[EXTRACTED ENTRIES]
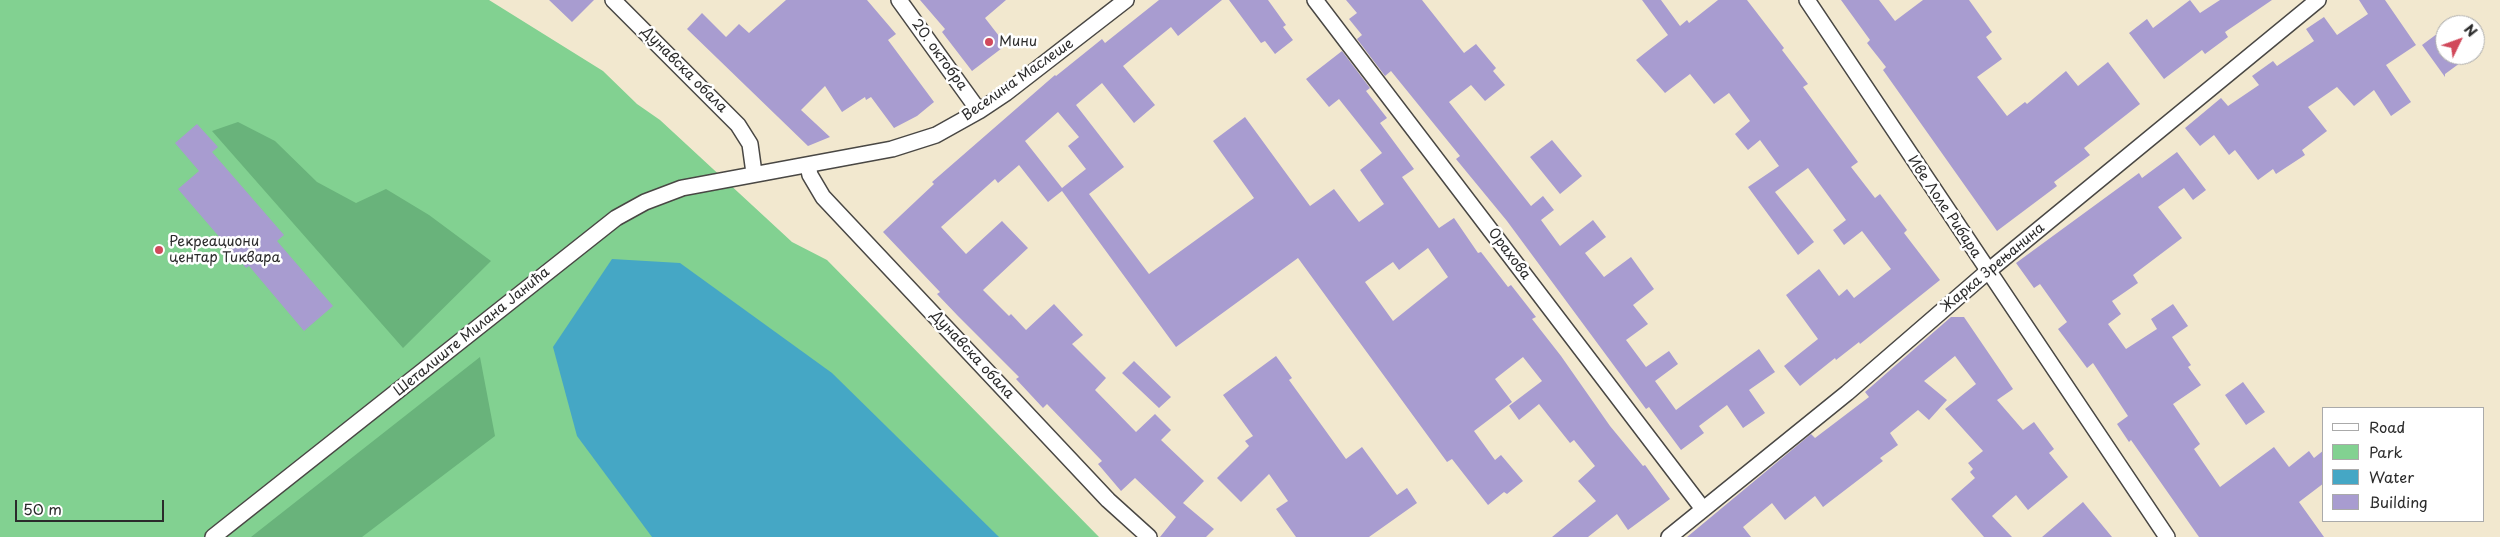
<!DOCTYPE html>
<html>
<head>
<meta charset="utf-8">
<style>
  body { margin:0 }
  #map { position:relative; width:2500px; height:537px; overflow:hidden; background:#f2e8cf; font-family:"Playpen Sans",sans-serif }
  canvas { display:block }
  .legend { position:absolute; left:2322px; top:407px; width:162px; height:115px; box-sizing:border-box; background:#fff; border:1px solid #aaa; margin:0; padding:6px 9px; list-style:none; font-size:15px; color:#2b2b2b }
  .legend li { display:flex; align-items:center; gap:10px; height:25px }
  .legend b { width:25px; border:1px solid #aaa }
  .north { position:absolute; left:2435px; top:15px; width:50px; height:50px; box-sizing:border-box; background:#fff; border:1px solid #aaa; border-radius:50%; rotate:48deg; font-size:14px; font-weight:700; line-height:20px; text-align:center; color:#2b2b2b }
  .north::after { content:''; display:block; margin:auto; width:18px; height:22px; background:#d1495b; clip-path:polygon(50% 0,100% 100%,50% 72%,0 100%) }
  .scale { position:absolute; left:15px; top:500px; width:149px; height:22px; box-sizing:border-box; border:2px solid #2b2b2b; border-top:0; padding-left:6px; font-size:15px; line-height:18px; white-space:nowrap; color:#2b2b2b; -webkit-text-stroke:4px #fff; paint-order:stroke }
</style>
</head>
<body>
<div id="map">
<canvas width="2500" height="537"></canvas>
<ul class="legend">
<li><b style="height:6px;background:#fff"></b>Road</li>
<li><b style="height:14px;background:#82d191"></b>Park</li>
<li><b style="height:14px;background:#45a7c5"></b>Water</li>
<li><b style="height:14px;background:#a89cd0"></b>Building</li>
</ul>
<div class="north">N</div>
<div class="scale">50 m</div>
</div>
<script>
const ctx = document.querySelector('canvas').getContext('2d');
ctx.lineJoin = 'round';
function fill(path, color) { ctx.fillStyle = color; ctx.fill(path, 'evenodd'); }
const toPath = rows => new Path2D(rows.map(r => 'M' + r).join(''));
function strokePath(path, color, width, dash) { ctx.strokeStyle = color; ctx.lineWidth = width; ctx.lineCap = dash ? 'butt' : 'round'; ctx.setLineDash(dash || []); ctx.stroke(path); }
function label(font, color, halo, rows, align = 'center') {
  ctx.font = font + ' "Playpen Sans",sans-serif'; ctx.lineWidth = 5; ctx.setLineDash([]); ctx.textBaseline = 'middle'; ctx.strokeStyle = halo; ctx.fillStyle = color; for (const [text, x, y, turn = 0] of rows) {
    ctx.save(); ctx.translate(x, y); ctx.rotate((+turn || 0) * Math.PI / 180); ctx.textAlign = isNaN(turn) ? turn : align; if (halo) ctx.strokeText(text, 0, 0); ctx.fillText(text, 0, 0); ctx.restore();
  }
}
fill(toPath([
  [0,0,489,0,603,71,637,104,660,120,792,242,827,260,1099,537,0,537]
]), '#82d191');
fill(toPath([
  [238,122,275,141,317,182,356,203,386,189,429,215,491,261,403,348,212,131],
  [480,357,495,436,362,537,251,537]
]), '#69b37b');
fill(toPath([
  [612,259,680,263,832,373,999,537,652,537,577,436,553,347]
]), '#45a7c5');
fill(toPath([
  [549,0,594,0,572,22],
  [786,0,867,0,896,34,888,40,934,102,917,116,894,128,871,97,866,100,865,97,842,112,825,86,801,110,830,137,808,146,687,29,702,13,726,37,739,24,749,33],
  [920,0,1006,0,985,18,1006,45,972,71,942,32,945,29],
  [1159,0,1222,0,1178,36,1171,27,1123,66,1155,105,1134,123,1102,83,1076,105,1124,167,1089,194,1149,274,1254,198,1213,141,1245,117,1310,206,1334,189,1359,222,1384,204,1360,170,1382,153,1339,99,1329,107,1306,79,1342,51,1370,88,1366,91,1387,118,1380,123,1414,169,1402,177,1439,228,1454,218,1478,253,1481,252,1508,287,1511,285,1536,317,1532,319,1561,356,1610,426,1643,466,1645,465,1670,499,1628,530,1617,514,1588,537,1552,537,1596,501,1578,481,1595,466,1574,440,1570,443,1539,404,1519,420,1509,406,1542,381,1523,357,1495,379,1512,402,1474,431,1495,460,1501,455,1523,481,1507,494,1504,492,1488,505,1452,459,1447,462,1298,258,1176,347,1062,191,1048,202,1019,165,998,183,995,179,941,227,966,254,1002,221,1028,248,983,290,1009,316,1011,314,1026,330,1054,304,1083,335,1072,344,1106,378,1095,390,1136,432,1155,414,1171,430,1161,440,1204,481,1183,503,1214,529,1206,537,1160,537,1176,517,1135,478,1121,491,1098,464,1102,461,1047,404,1043,408,1016,379,1019,377,958,316,937,294,940,292,883,232,934,184,932,182,1055,75,1056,76,1102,39,1105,43],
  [1058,112,1079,137,1068,146,1086,169,1062,188,1025,141],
  [1428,248,1448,277,1393,321,1365,282,1393,262,1399,270],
  [1229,0,1268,0,1286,25,1283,27,1293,40,1275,54,1265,41,1261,43],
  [1346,0,1422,0,1464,53,1476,44,1496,68,1493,71,1505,85,1485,101,1471,85,1449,102,1531,206,1543,196,1554,210,1541,220,1560,246,1593,220,1606,237,1585,253,1604,277,1631,257,1654,289,1633,305,1648,324,1626,340,1646,367,1669,351,1678,364,1655,381,1676,410,1759,349,1775,372,1749,390,1765,413,1743,428,1727,405,1699,426,1704,433,1681,450,1649,407,1646,409,1507,221,1456,159,1460,156,1391,71,1385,76,1357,39,1362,35,1349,19,1357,13],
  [1642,0,1661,0,1680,26,1687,20,1689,23,1718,0,1747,0,1784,48,1782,50,1808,84,1803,87,1858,162,1851,167,1875,198,1880,194,1907,230,1904,233,1940,280,1860,344,1859,342,1836,360,1835,358,1800,386,1784,366,1818,339,1786,295,1819,269,1839,296,1847,289,1854,298,1891,269,1862,231,1844,245,1833,230,1846,220,1808,168,1775,192,1814,242,1798,255,1748,187,1779,166,1760,140,1748,150,1735,134,1750,121,1729,93,1714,104,1690,74,1665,93,1636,60,1668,35],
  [1841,0,1879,0,1895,21,1923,0,1969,0,1992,32,1986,37,2002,59,1977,77,2007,116,2025,102,2027,104,2066,71,2078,86,2108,62,2140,104,2084,148,2090,155,2054,182,2057,186,1997,231,1883,70,1886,67,1867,43,1870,40],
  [2190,0,2200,13,2220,0,2272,0,2225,32,2228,37,2205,54,2202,50,2164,79,2129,33,2147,19,2153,28],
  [2359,0,2385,0,2416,45,2386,65,2411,102,2391,116,2374,90,2354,106,2337,87,2308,107,2327,131,2302,150,2305,155,2276,174,2273,169,2258,180,2235,150,2229,155,2214,135,2200,146,2185,128,2221,98,2228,106,2259,85,2252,76,2273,61,2277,66,2314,41,2306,29,2324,17,2337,35,2368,14],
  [2445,28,2445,55,2471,55,2445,74,2445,77,2422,45],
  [197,124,218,147,212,152,284,235,277,241,333,306,304,331,249,266,246,268,178,189,199,171,175,143],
  [1552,140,1582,176,1560,194,1530,157],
  [2177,152,2206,190,2193,200,2184,188,2158,207,2182,238,2133,275,2138,283,2112,301,2121,314,2108,324,2126,349,2157,329,2151,319,2173,304,2188,326,2172,337,2191,365,2188,367,2201,385,2173,404,2200,444,2194,449,2220,487,2274,447,2289,467,2309,451,2314,458,2324,450,2324,483,2299,502,2324,537,2199,537,2131,440,2129,442,2117,424,2128,416,2093,363,2087,368,2058,329,2067,322,2040,284,2034,288,2016,263,2139,173,2142,178],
  [1951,317,1964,317,2013,389,1997,400,2023,430,2034,422,2054,449,2049,453,2068,477,2028,510,2016,495,1992,516,2012,537,1984,537,1951,499,1975,478,1970,472,1973,469,1968,463,1983,451,1945,409,1976,384,1955,356,1924,381,1947,400,1929,420,1918,410,1890,433,1898,445,1880,458,1883,461,1823,507,1815,496,1785,520,1772,503,1743,527,1751,537,1687,537,1811,434,1815,438,1869,397,1865,392],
  [1276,356,1292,378,1289,380,1346,459,1362,447,1397,495,1407,488,1417,503,1369,537,1296,537,1276,509,1288,501,1269,474,1241,502,1217,478,1249,446,1245,441,1253,436,1223,395],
  [1134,361,1171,397,1159,408,1122,373],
  [2243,382,2265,412,2246,425,2225,395],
  [2083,502,2112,537,2042,537]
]), '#a89cd0');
const street = toPath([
  [613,0,738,125,750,144,754,173],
  [899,0,979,111],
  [1315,0,1703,509],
  [1807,0,2167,537],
  [808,166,810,175,823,197,1108,500,1149,537],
  [213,537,616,218,645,202,682,188,892,149,936,135,979,111,1006,93,1126,0],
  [1669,537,1847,393,1987,272,2318,0]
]);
strokePath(street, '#494744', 18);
strokePath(street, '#fff', 15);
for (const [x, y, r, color] of [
  [989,42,5,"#d1495b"],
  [159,250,5,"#d1495b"]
]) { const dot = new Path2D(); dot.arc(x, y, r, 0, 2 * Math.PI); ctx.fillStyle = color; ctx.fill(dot); strokePath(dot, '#fff', 2); }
label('14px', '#2b2b2b', '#fff', [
  ["Мини",999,42],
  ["Рекреациони",169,242],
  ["центар Тиквара",169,258]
], 'left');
label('14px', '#2b2b2b', '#fff', [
  ["20. октобра",939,55,54],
  ["Дунавска обала",684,70,45],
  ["Веселина Маслеше",1018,80,-35],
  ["Иве Лоле Рибара",1944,207,56],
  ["Орахова",1509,254,53],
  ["Жарка Зрењанина",1993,268,-40],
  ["Шеталиште Милана Јанића",472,332,-39],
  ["Дунавска обала",972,355,47]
]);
</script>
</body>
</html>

[EXERCISE OBJECTIVE] Wherever the string "setLineDash" appears in the records, copy the whole line.

[REPLY]
function strokePath(path, color, width, dash) { ctx.strokeStyle = color; ctx.lineWidth = width; ctx.lineCap = dash ? 'butt' : 'round'; ctx.setLineDash(dash || []); ctx.stroke(path); }
  ctx.font = font + ' "Playpen Sans",sans-serif'; ctx.lineWidth = 5; ctx.setLineDash([]); ctx.textBaseline = 'middle'; ctx.strokeStyle = halo; ctx.fillStyle = color; for (const [text, x, y, turn = 0] of rows) {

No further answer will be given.